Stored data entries
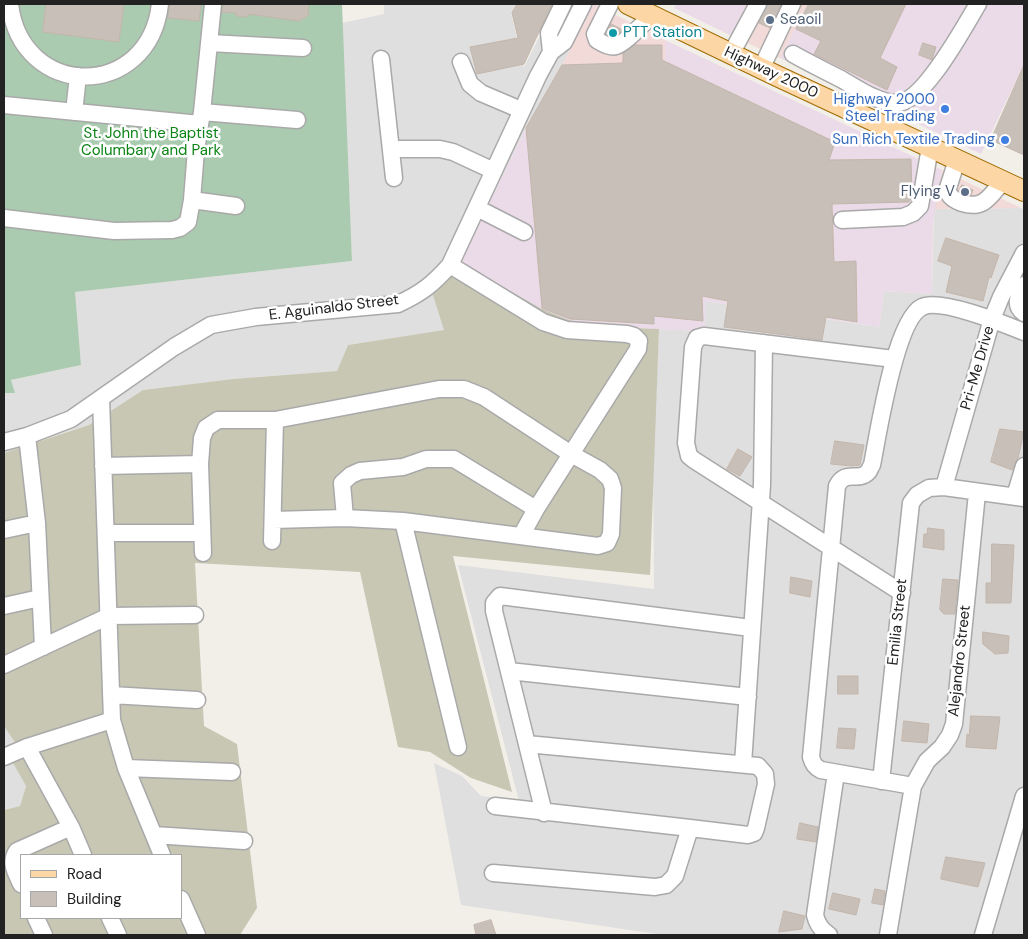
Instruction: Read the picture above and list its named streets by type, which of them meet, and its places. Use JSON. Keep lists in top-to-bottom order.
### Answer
{
  "streets": {
    "main road": ["Highway 2000"],
    "street": [
      "E. Aguinaldo Street",
      "Pri-Me Drive",
      "Emilia Street",
      "Alejandro Street"
    ]
  },
  "crossings": [
    ["Pri-Me Drive", "Emilia Street"]
  ],
  "parks": ["St. John the Baptist Columbary and Park"],
  "places": [
    "Seaoil",
    "PTT Station",
    "Highway 2000 Steel Trading",
    "Sun Rich Textile Trading",
    "Flying V"
  ],
  "legend": ["Road", "Building"]
}
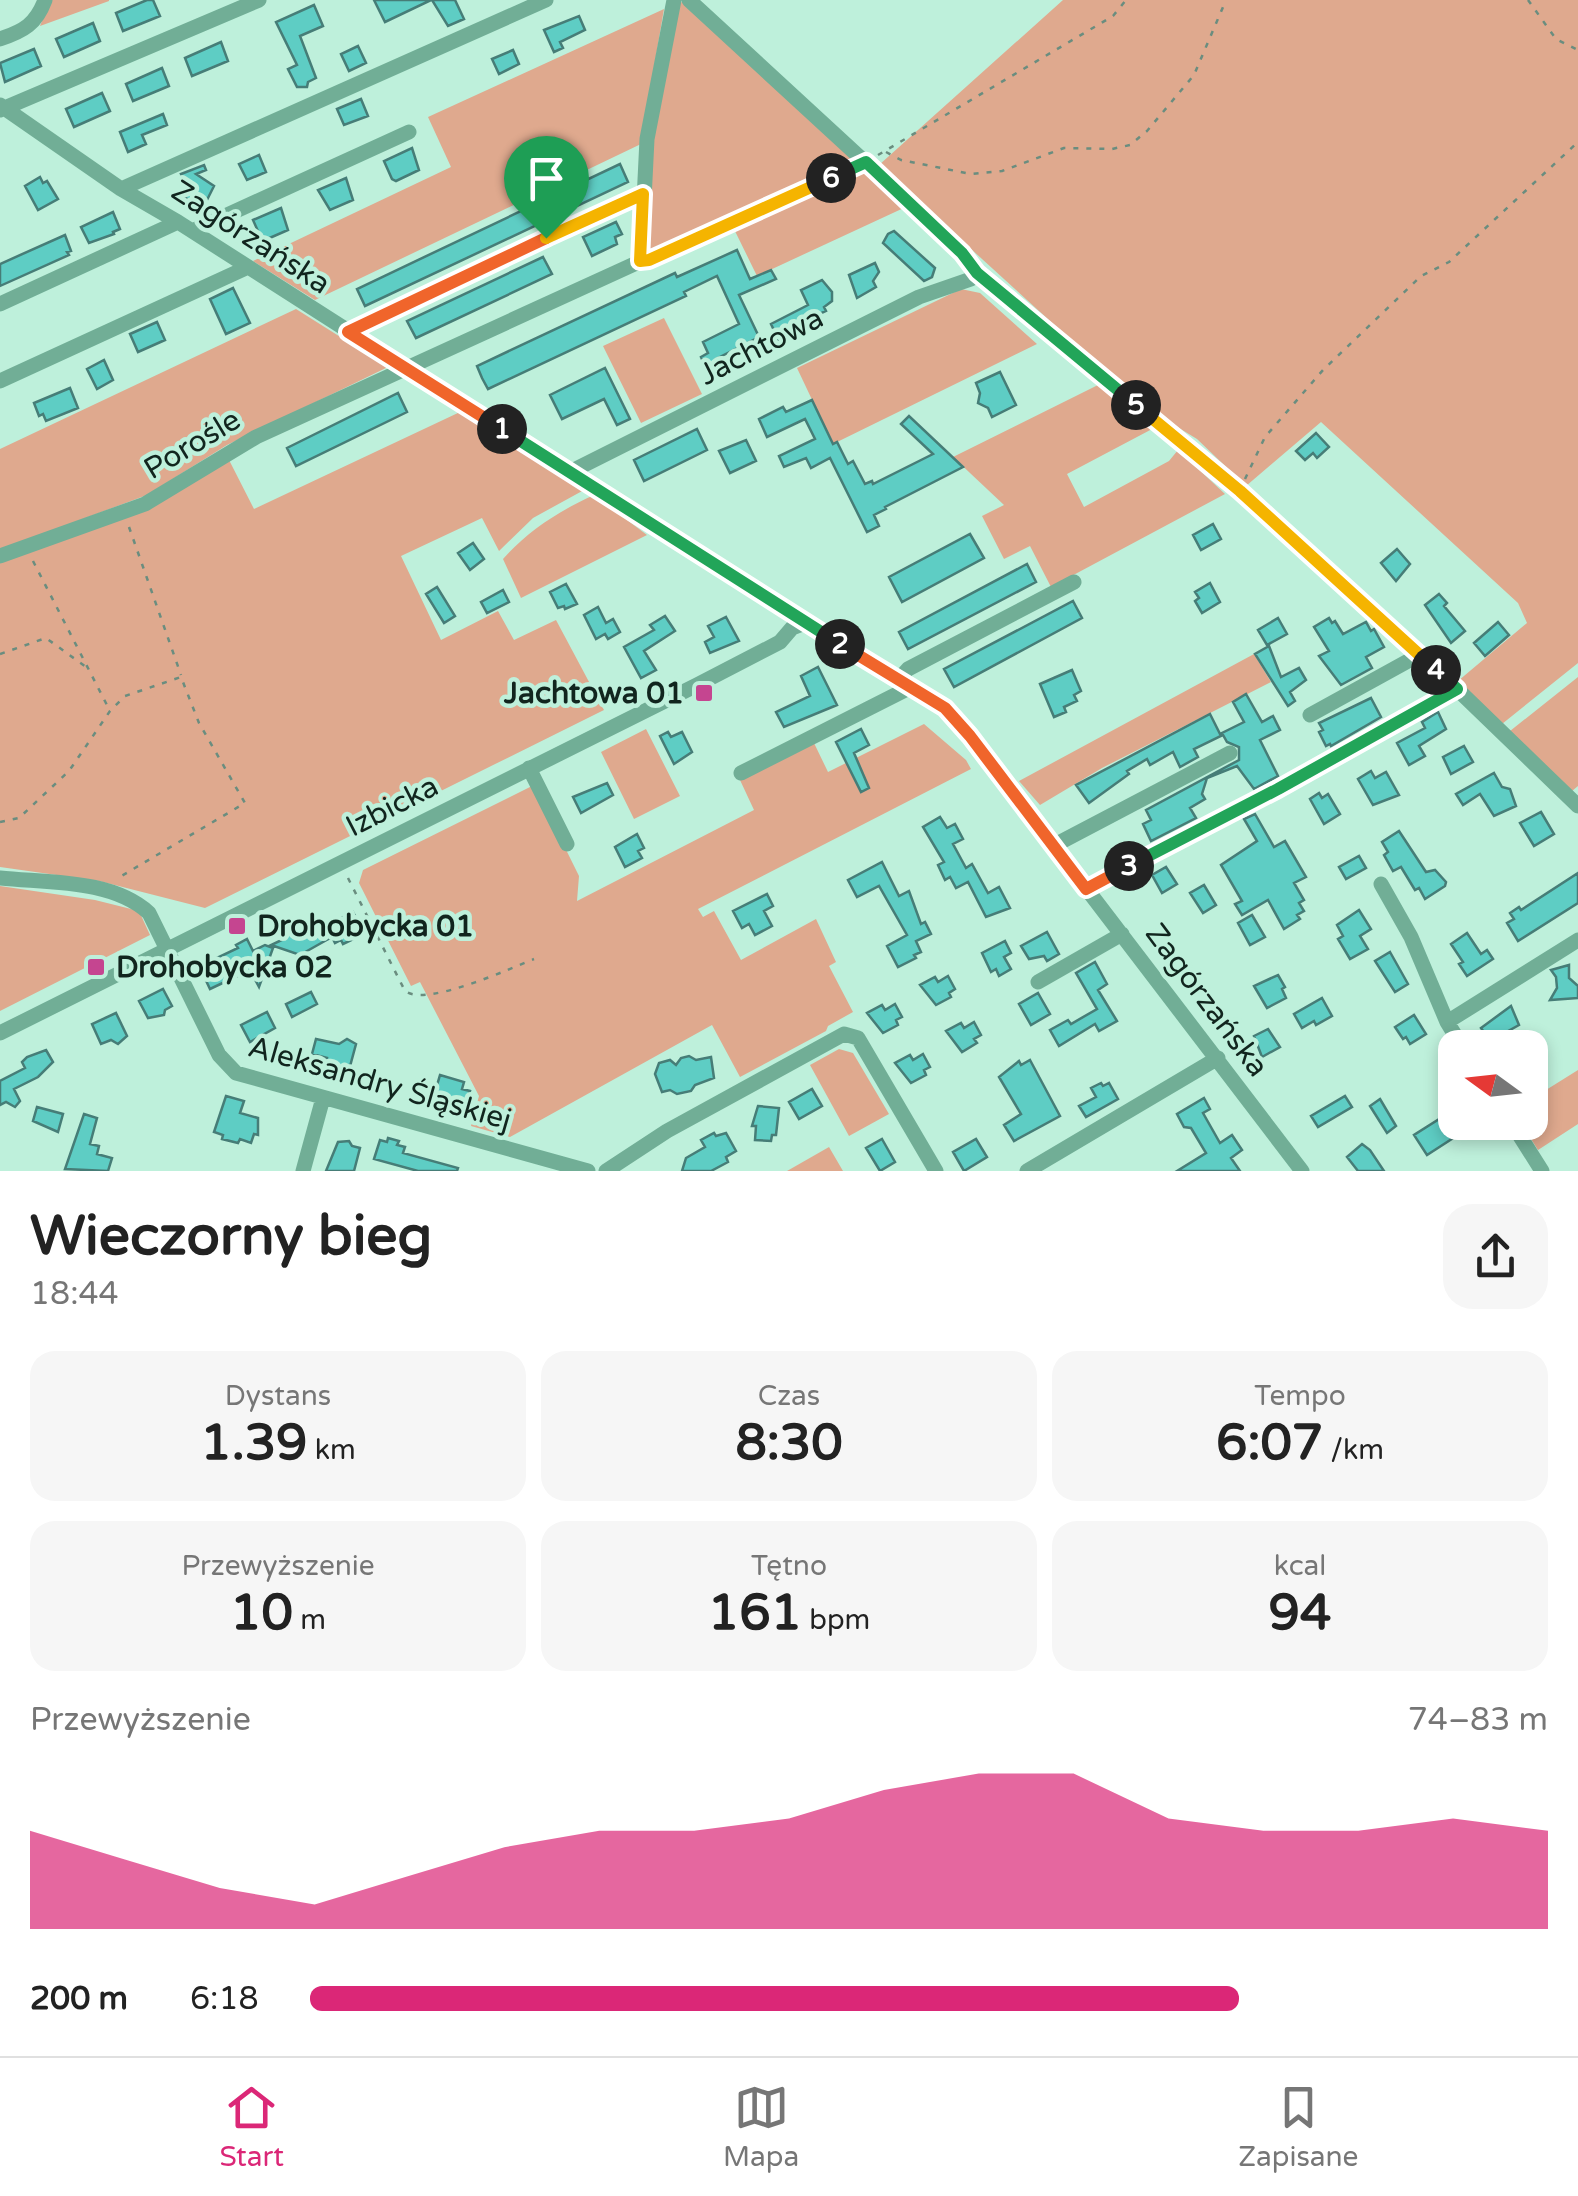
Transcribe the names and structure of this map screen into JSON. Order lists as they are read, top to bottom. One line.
{"streets":{"street":["Zagórzańska","Jachtowa","Porośle","Izbicka","Aleksandry Śląskiej"]},"crossings":[["Zagórzańska","Jachtowa"],["Zagórzańska","Porośle"],["Zagórzańska","Izbicka"],["Izbicka","Aleksandry Śląskiej"]],"places":{"transit":["Jachtowa 01","Drohobycka 01","Drohobycka 02"]},"north":"left","page":{"pins":["6","5","1","2","4","3"],"heading":["Wieczorny bieg","18:44"],"stats":[["Dystans","1.39 km"],["Czas","8:30"],["Tempo","6:07 /km"],["Przewyższenie","10 m"],["Tętno","161 bpm"],["kcal","94"]],"chart":["Przewyższenie","74–83 m"],"list":[{"name":"200 m","note":"6:18"}],"tabs":["Start","Mapa","Zapisane"]}}
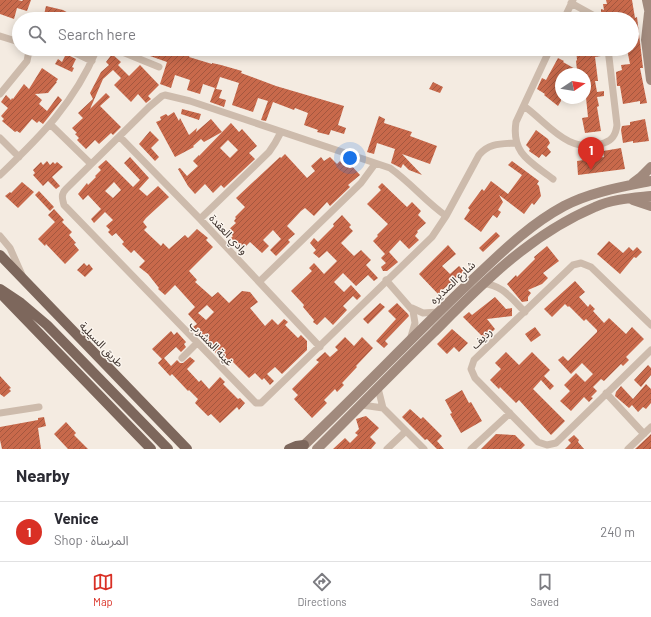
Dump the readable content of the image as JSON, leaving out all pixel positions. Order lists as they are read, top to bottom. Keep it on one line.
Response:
{"streets":{"main road":["شارع الصديره","طريق السيلية"],"street":["وادي العقدة","رديف","غينة المشرب"]},"crossings":[["وادي العقدة","غينة المشرب"]],"north":"right","page":{"search":"Search here","pins":"1","heading":"Nearby","list":[{"mark":"1","name":"Venice","note":"Shop · المرساة","value":"240 m"}],"nav":["Map","Directions","Saved"]}}
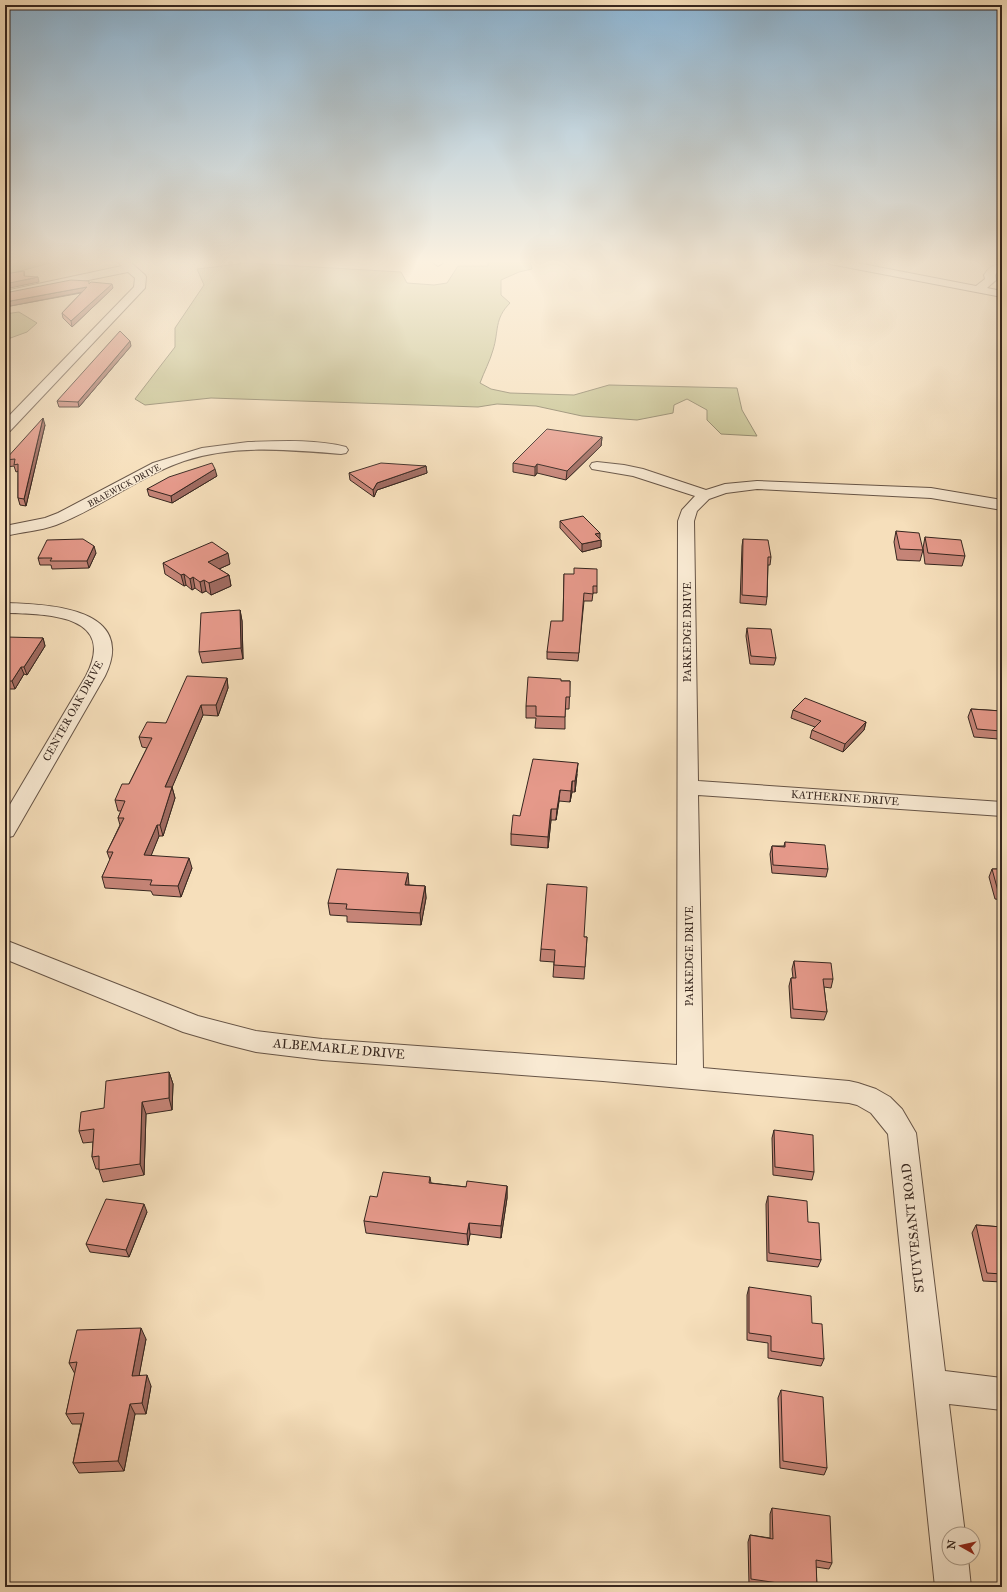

# Work task
Some lines of the data above may hold the word "Keep"; state how many do, and give only that number.

# Result for this task
2